Alder Flowers

Published at 19:35 on 8 May 2019

Sitka Alder (Alnus viridis ssp. sinuata).

Some my find this title surprising. Alder trees have flowers?

To a botanist, a flower is anything that produces seeds and fruit (in the case of plants like alders with separate male and female flowers, the pollen-producing flowers also count, of course). There is no requirement that they be showy.

Yes, alder trees bear fruit as well as flowers! To a botanist, a fruit is anything that surrounds a seed. It doesn’t have to be fleshy, juicy, or edible. The tiny, dry wings that surround alder seeds are as much a fruit an apple or an orange.

The photograph above shows clusters of both male (large, dangling catkins) and female (the smaller, erect catkins at top) flowers.
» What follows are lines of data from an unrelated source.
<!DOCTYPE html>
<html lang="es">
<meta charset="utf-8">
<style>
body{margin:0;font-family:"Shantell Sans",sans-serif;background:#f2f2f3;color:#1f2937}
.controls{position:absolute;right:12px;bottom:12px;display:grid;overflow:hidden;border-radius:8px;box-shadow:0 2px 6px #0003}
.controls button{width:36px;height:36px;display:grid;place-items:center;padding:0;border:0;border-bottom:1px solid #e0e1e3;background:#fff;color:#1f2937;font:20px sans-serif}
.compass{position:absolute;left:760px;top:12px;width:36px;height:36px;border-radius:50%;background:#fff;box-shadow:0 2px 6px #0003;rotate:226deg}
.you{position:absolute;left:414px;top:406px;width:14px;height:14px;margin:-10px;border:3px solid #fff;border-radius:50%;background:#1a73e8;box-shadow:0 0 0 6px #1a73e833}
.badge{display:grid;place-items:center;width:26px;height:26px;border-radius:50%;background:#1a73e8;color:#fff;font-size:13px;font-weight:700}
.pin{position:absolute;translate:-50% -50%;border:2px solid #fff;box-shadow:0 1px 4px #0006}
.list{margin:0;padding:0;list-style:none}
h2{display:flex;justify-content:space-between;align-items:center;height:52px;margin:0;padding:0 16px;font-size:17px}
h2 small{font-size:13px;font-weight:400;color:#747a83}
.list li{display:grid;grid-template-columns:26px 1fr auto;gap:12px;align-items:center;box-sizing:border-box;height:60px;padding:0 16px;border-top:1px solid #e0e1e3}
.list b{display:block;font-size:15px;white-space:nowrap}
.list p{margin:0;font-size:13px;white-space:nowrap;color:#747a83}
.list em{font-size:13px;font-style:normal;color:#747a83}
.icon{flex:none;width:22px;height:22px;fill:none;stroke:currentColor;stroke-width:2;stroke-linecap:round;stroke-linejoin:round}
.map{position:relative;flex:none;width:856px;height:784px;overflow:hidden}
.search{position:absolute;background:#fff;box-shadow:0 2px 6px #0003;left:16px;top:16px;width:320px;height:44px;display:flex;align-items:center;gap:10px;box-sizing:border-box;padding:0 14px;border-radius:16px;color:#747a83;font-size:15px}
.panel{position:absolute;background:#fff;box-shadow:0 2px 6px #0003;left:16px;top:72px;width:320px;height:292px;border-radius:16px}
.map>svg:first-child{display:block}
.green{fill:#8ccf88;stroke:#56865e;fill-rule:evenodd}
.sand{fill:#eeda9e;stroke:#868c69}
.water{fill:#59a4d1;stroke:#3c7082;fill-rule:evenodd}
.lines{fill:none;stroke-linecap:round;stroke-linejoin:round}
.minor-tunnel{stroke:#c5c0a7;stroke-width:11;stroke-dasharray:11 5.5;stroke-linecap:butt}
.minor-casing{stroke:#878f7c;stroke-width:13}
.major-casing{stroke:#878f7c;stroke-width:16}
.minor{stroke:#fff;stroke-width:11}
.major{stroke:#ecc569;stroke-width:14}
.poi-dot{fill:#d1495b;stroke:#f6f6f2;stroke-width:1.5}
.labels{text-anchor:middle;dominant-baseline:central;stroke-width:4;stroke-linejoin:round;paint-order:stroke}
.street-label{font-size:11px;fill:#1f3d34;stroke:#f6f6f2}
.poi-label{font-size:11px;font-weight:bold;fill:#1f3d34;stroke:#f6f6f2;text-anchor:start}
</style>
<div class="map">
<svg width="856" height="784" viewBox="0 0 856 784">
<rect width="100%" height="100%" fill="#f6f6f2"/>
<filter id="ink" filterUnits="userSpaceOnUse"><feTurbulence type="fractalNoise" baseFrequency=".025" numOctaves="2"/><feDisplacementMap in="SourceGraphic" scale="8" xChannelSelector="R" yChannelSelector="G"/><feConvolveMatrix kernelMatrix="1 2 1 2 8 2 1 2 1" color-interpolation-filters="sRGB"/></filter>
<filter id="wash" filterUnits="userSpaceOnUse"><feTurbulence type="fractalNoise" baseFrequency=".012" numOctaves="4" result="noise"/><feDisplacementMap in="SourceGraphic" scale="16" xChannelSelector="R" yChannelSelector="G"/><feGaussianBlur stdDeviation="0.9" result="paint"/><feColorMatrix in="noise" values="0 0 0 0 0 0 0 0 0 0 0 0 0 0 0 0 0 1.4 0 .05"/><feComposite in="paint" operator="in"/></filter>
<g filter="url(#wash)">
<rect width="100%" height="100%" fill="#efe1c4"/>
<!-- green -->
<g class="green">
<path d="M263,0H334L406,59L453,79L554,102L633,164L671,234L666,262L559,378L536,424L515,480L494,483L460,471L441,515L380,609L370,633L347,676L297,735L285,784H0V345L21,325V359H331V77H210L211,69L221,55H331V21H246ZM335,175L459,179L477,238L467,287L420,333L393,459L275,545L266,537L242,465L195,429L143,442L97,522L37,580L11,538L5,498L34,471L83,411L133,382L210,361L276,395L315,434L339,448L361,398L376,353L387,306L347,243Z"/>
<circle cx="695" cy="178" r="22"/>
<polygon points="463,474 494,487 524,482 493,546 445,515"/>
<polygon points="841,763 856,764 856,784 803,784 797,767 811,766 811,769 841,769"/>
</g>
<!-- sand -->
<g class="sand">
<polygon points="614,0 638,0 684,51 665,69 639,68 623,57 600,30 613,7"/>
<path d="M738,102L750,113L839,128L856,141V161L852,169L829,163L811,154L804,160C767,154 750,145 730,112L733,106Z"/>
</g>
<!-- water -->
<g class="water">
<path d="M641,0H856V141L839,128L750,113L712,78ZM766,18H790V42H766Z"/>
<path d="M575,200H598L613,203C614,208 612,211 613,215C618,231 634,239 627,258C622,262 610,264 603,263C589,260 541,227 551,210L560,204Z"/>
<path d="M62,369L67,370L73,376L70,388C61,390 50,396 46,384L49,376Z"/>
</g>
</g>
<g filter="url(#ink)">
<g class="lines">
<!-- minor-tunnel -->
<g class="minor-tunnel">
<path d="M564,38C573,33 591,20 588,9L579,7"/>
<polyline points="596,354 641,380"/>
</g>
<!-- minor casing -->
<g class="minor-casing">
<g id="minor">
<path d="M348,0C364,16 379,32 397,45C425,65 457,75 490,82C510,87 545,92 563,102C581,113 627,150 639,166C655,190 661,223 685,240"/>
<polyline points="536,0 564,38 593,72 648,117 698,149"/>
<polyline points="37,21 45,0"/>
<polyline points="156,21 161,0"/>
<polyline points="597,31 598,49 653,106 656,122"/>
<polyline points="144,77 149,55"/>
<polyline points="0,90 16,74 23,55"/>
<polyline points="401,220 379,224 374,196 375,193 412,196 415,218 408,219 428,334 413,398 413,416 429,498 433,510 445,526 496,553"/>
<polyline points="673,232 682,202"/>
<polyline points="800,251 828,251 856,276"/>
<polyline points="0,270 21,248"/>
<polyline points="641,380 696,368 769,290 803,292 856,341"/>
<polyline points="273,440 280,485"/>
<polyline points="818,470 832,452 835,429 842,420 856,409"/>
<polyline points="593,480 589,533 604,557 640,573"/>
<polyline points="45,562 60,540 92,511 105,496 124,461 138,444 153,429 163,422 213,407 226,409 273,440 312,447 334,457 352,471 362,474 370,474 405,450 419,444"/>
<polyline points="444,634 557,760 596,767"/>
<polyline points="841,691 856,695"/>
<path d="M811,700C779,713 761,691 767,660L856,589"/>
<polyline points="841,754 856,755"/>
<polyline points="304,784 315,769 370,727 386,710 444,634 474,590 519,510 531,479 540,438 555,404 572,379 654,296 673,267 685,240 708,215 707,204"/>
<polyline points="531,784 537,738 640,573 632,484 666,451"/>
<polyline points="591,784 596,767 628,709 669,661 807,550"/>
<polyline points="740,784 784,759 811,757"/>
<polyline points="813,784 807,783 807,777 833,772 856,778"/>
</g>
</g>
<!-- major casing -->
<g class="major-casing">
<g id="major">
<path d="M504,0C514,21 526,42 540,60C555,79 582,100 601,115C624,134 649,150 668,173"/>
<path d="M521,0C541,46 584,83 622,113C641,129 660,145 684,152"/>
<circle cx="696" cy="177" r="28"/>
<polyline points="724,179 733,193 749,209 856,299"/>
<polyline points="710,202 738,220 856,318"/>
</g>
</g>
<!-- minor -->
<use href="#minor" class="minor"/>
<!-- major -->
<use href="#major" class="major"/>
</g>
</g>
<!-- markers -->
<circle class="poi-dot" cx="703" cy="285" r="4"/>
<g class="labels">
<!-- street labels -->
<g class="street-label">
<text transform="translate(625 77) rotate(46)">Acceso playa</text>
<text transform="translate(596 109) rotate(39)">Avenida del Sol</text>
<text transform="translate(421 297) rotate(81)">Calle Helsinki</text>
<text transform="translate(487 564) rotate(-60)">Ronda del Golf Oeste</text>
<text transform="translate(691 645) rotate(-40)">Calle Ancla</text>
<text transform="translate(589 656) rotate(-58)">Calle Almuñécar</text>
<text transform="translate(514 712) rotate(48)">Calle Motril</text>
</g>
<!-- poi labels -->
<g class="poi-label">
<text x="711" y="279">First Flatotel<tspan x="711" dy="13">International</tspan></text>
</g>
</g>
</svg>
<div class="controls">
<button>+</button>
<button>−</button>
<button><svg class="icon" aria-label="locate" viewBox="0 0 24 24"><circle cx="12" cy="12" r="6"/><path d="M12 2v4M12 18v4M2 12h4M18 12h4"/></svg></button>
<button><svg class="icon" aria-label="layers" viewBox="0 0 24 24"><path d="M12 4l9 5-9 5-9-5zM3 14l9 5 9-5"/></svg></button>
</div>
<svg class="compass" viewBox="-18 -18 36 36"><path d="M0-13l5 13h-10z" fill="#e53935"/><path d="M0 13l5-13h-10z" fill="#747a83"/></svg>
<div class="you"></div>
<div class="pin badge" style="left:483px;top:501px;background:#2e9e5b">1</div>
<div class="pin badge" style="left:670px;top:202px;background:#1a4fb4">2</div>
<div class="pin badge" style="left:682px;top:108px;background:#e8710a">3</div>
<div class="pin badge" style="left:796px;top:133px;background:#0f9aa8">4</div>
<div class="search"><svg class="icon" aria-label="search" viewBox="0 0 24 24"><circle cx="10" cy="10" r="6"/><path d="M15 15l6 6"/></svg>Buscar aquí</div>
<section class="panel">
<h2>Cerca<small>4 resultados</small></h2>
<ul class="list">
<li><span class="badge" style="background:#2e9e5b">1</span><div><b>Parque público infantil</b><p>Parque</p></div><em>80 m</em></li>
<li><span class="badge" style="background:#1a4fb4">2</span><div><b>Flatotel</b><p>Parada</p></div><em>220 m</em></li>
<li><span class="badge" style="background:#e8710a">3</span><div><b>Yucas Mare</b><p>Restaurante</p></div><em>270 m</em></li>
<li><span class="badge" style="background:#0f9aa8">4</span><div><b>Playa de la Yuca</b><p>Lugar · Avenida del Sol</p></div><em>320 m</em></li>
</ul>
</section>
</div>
Those male catkins released clouds of yellow pollen when I gently brushed them.

The alder pictured above was not taken on Bainbridge Island and is not the Red Alder (Alnus rubra) so common on the Island. It is a Sitka Alder (Alnus viridis ssp. sinuata). I took that photo in the Olympic Mountains.

The Sitka Alder is much smaller than the Red Alder, typically being only a large shrub or small tree, making it far easier to find flowers in easy shooting range. Sitka Alders have glossier leaves, which are sharper-toothed than the Red Alder’s. The Sitka Alder’s leaves are not curled under slightly at their edges like the Red Alder’s are. The Sitka Alder is mostly a mountain tree, while the Red Alder is a common lowland species. One of the favored habitats of the Sitka Alder is avalanche slides; for this reason it is sometimes called the Slide Alder.

If all that leaves you a little confused, fear not! That particular Sitka Alder happened to be growing in the altitude range where the two species overlap, right next to a Red Alder sapling. I snapped a picture showing the two side by side (Sitka on the left, Red on the right).

Sitka Alder on the left, Red Alder on the right.